Raising his voice in favour of legalisation of marijuana in 2015, BJD chief whip in Lok Sabha, Tathagata Satpathy had said, "India should revisit the ban on marijuana. However, I do not think it can happen. Unless there is some Act about the medical use of marijuana and the civil society creates some kind of pressure to insert the word "recreational". Moreover, we can also demand a change in the NDPS Act. I want to officially support decriminalisation of cannabis. Afterall, it is legal in Odisha."

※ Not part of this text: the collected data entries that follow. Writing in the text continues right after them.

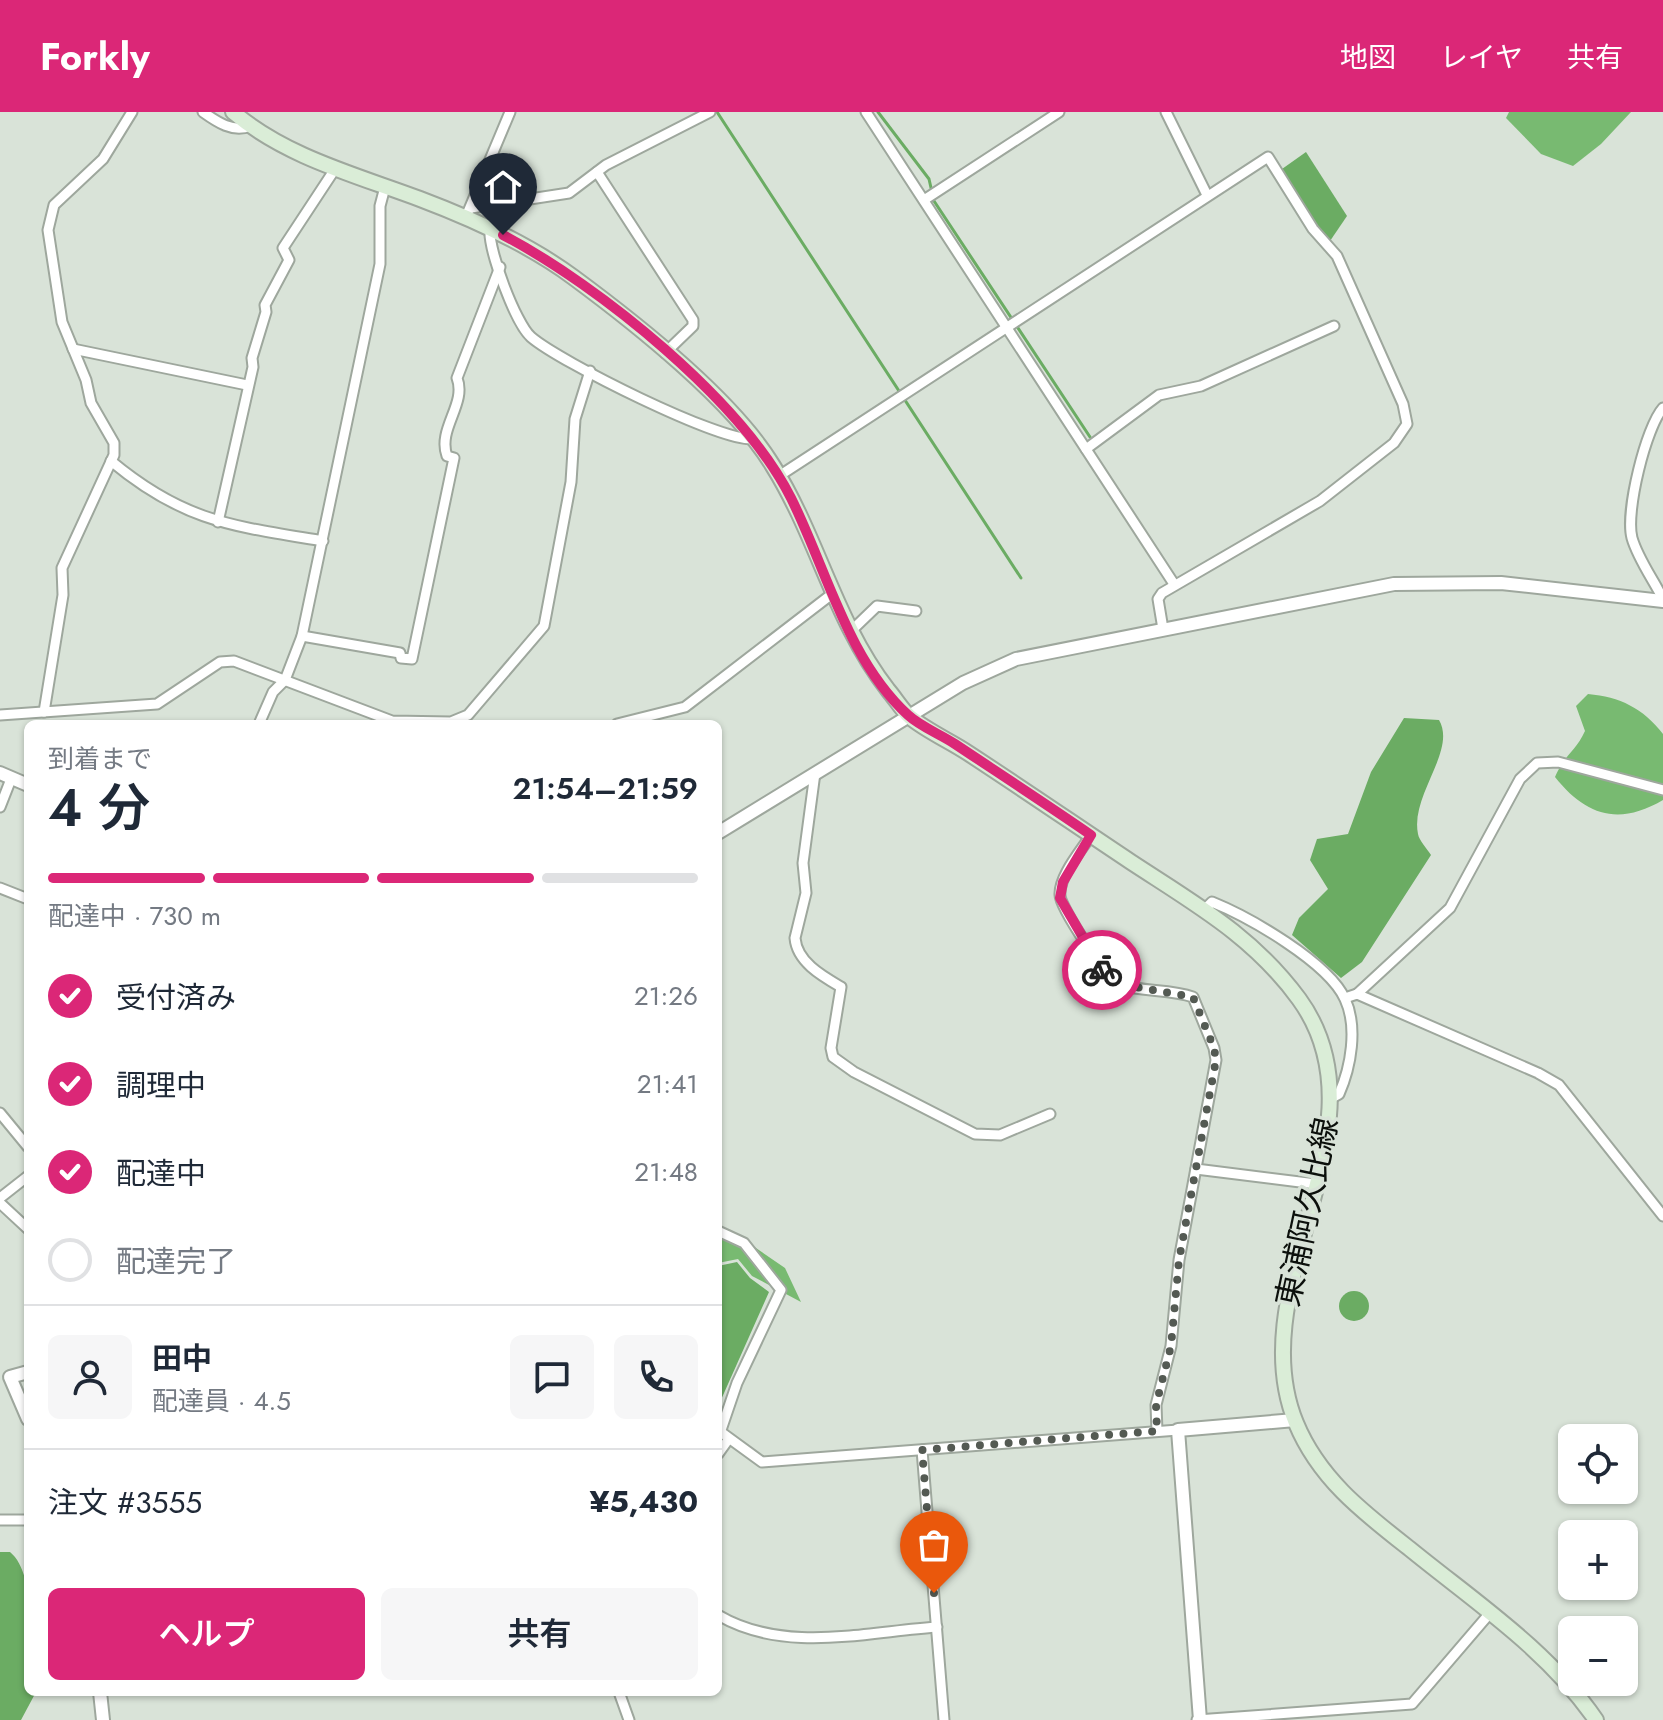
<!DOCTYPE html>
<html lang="ja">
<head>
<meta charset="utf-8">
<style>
	body { margin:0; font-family:Jost,"Noto Sans JP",sans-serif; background:#f6f6f7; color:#1f2937; height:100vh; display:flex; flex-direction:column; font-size:30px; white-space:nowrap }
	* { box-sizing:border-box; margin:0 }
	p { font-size:26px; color:#747a83 }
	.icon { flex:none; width:44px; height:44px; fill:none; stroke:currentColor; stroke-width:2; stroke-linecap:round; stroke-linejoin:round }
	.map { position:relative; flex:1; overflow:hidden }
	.side { position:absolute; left:24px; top:608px; width:698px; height:976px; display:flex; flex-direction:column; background:#fff; border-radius:12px; box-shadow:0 2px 6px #0004 }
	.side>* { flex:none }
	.fabs { position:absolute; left:1558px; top:1312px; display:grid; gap:16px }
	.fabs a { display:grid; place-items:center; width:80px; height:80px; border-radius:12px; background:#fff; box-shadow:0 2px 6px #0004; font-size:40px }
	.pin { position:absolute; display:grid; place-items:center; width:68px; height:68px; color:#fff; margin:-82px -34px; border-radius:50% 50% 50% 0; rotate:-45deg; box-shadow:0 0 8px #0007 }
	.pin .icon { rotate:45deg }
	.courier { position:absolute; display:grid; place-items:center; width:80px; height:80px; margin:-40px; border:6px solid #db2777; border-radius:50%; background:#fff; color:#222; box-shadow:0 2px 10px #0007 }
	.headline em { font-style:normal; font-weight:600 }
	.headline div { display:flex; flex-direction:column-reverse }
	.headline { display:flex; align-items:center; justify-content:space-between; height:136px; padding:0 24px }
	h1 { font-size:52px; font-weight:600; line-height:60px }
	.bar { display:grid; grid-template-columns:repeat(4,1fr); gap:12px 8px; align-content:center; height:96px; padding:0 24px }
	.bar i { height:10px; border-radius:6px; background:#e0e1e3 }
	.bar .current { background:#db2777 }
	.bar p { grid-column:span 4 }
	.line { display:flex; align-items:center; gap:20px; padding:0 24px; border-top:2px solid #e0e1e3 }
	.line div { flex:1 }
	.round { display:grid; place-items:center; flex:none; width:84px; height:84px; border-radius:12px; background:#f6f6f7 }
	ol { padding:0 24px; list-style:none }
	li { display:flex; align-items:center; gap:24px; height:88px }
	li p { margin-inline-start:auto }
	li .icon { padding:8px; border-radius:50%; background:#db2777; color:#fff; stroke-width:4 }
	li:last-child { color:#747a83 }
	li i { width:44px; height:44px; border:4px solid #e0e1e3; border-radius:50% }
	.primary-button { display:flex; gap:16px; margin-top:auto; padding:16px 24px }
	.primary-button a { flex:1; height:92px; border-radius:12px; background:#db2777; color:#fff; font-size:32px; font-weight:600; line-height:92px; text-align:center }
	.primary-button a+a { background:#f6f6f7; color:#1f2937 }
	header { display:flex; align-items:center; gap:48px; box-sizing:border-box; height:112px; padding:0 40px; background:#db2777; color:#fff }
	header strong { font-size:38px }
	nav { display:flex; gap:44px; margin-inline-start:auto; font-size:28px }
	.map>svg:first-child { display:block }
</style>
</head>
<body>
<header>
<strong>Forkly</strong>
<nav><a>地図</a><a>レイヤ</a><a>共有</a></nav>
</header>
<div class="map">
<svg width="1663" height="1608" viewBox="0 0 1663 1608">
	<rect width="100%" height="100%" fill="#d9e3d8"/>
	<g fill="#78ba71">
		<polygon points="1509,0 1631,0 1601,32 1573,54 1541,42 1506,6"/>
		<path d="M1588,582c32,3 55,14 75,40v66c-44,26 -77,16 -108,-23 10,-23 21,-26 30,-46l-9,-25z"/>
		<polygon points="718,1125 753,1134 785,1156 801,1190 752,1164 738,1147 718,1151"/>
	</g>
	<g fill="#6bac63">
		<polygon points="1306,40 1347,104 1330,129 1319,119 1282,57"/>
		<path d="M1404,606l35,2c18,31 -29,75 -21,114 1,6 9,15 13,21l-69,107 -21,16 -49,-43 7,-17 29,-29 -18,-29 7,-21 31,-5 23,-62z"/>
		<polygon points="737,1150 750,1166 769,1180 720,1290 718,1154"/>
		<circle cx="1354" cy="1194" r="15"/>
		<path d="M0,1440h10c29,24 18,103 18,140h8l-15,28h-21z"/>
	</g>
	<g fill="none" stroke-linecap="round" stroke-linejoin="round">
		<g stroke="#6bac63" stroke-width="3">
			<polyline points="717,0 1021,466"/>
			<polyline points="878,0 929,67 934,89 1090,325"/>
		</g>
		<g stroke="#9ea79d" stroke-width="13">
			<g id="minor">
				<path d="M203,0c14,10 30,21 47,14"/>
				<polyline points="866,0 1174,472"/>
				<polyline points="1166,0 1207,83"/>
				<polyline points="597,60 693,208 693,214 665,241"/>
				<polyline points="924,88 1059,0"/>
				<polyline points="471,96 569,81 606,53 710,0"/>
				<polyline points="468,100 510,0"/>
				<path d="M490,117c-2,21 26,95 41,108 29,25 189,105 223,102"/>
				<polyline points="73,237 247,273"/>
				<path d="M1663,296c-17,19 -38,104 -31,130 6,21 21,41 31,61"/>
				<polyline points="1086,337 1159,283 1201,274 1334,214"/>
				<path d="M111,349c73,61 122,65 212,80"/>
				<polyline points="779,364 1268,45 1313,117 1337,144 1403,292 1407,312 1394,331 1320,389 1162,481 1158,487 1163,517"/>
				<polyline points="218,410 253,255 252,246 266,200 265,193 289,148 283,136 335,57"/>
				<polyline points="850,520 877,494 916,499"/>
				<path d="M302,524l98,17 1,5 11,1 42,-201 -7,-2c-10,-27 20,-52 10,-78l43,-111"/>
				<polyline points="44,600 63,483 62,456 114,343 114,331 91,291 86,268 62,210 48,118 54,93 103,47 132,0"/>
				<polyline points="0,603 157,592 220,550 234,549 392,609 451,610 468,603 544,514 571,370 575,307 590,259"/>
				<polyline points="259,612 273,580 285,568 302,524 380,152 380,94 385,75"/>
				<polyline points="617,612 685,595 832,482"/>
				<path d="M815,661l-12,90 3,30 -11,45c2,24 27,38 46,49l-10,61 2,9 21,15 121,62 25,1 50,-21"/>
				<polyline points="0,695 11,667"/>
				<path d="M1091,723c-10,16 -32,41 -31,60 0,12 48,86 61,90 23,7 50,4 72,12l21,51 2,12 -37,200 -8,86 -15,59 1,26"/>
				<polyline points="0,776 28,787"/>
				<path d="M1203,799l9,-9c37,15 116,60 133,97 13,28 6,68 -6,95l-9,5"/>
				<polyline points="1357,882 1450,796 1520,667 1537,651 1558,650 1663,678"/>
				<polyline points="1345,886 1357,882 1538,961 1559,973 1663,1104"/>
				<polyline points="0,1001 28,1035"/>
				<polyline points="1196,1057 1316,1072"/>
				<polyline points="0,1086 28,1064"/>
				<polyline points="0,1091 28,1117"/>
				<polyline points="718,1119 744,1131 781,1178 737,1271 721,1318"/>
				<polyline points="718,1318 762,1350 1178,1318"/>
				<polyline points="922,1338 944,1608"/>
				<polyline points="718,1342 728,1328"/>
				<polyline points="0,1408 28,1408"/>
				<path d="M718,1503c66,39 147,17 219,12"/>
				<polyline points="619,1580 629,1608"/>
				<polyline points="1197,1608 1412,1592 1490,1501"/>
			</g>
		</g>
		<g stroke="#9ea79d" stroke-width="16">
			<g id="tertiary">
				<polyline points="0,661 28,673"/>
				<polyline points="718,721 963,571 1016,547 1394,472 1501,471 1663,489"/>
				<polyline points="28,1260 10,1265 28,1307"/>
				<polyline points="100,1580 103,1608"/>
				<polyline points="1200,1608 1178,1318 1295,1308"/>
			</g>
		</g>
		<g stroke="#9ea79d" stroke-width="18">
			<path id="secondary" d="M233,0c53,45 123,63 187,87 53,20 107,44 153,78 61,45 161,124 200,189 45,72 62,156 115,224 7,8 14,20 22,27 17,14 40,24 58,36 55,36 109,73 163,109 64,42 122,74 168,137 93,128 -60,286 -3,424 23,56 68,90 114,126 65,53 138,101 186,171"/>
		</g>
		<use href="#minor" stroke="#fff" stroke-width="9"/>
		<use href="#tertiary" stroke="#fff" stroke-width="12"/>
		<use href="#secondary" stroke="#daedd7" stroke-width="14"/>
	</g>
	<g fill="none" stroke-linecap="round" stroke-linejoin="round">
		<polyline stroke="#545a53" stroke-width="8" stroke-dasharray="0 14.4" points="934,1481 922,1338 1157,1319 1156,1293 1171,1234 1179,1148 1216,948 1214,936 1193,885 1118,872 1102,858"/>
		<path stroke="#db2777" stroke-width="10" d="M503,123c97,51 239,166 288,263 36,72 56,161 117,217 13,12 32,19 47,29 45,30 91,60 136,91l-28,47 -3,16 42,72"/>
	</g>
	<g text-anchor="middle" stroke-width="7" stroke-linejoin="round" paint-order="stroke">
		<g font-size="32" fill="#0c100c" stroke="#d9e3d8">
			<text transform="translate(1307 1100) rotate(-78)" y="11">東浦阿久比線</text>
		</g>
	</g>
</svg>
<div class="fabs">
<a><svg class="icon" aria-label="locate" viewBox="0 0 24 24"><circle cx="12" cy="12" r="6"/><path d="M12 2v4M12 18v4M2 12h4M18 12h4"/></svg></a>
<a>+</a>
<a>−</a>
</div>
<div class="pin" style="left:934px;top:1481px;background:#ea580c"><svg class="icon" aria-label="bag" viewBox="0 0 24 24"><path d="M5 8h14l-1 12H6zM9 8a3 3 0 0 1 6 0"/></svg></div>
<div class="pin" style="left:503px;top:123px;background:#1f2937"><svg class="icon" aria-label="home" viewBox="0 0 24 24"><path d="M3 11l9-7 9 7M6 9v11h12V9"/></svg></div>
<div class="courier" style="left:1102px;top:858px"><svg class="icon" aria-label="bike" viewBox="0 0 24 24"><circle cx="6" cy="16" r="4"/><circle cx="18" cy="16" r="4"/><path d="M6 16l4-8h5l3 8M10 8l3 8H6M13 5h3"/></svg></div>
<section class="side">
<div class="headline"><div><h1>4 分</h1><p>到着まで</p></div><em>21:54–21:59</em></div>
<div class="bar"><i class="current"></i><i class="current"></i><i class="current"></i><i></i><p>配達中 · 730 m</p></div>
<ol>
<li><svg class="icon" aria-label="check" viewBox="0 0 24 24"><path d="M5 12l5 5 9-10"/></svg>受付済み<p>21:26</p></li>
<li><svg class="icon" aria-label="check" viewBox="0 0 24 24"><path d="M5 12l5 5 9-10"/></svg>調理中<p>21:41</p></li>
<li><svg class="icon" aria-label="check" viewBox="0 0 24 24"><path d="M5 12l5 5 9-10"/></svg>配達中<p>21:48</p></li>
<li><i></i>配達完了</li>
</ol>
<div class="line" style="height:144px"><a class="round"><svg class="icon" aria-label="person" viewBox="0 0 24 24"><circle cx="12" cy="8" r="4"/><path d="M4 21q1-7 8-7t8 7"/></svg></a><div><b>田中</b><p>配達員 · 4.5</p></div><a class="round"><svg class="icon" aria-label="chat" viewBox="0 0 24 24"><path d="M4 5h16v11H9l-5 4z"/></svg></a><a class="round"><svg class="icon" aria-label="phone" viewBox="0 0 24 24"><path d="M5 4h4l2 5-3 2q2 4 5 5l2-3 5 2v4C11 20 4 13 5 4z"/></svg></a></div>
<div class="line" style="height:104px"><div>注文 #3555</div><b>¥5,430</b></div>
<div class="primary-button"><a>ヘルプ</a><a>共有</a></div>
</section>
</div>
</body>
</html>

Speaking of the consequences of the ban on cannabis, Satpathy had voiced, "Today, by imposing a ban on natural marijuana, which people have been using since ages, from the time of Lord Shiva, we have actually forced people to move on to increased consumption of alcohol, which has resulted in the rising crime rate." However, it is also imperative to keep in mind some of the effects of marijuana that can wreck havoc to one's health. Concerning short term risks, panic, increased risk of heart attacks, hallucinations, sexual problems for males, personal identity crisis, etc are included. Relationship problems, financial crisis, lower chances of life satisfaction, impaired cognitive functioning and the like fall under the long term risk bracket. So, think twice, play wise as conditions apply!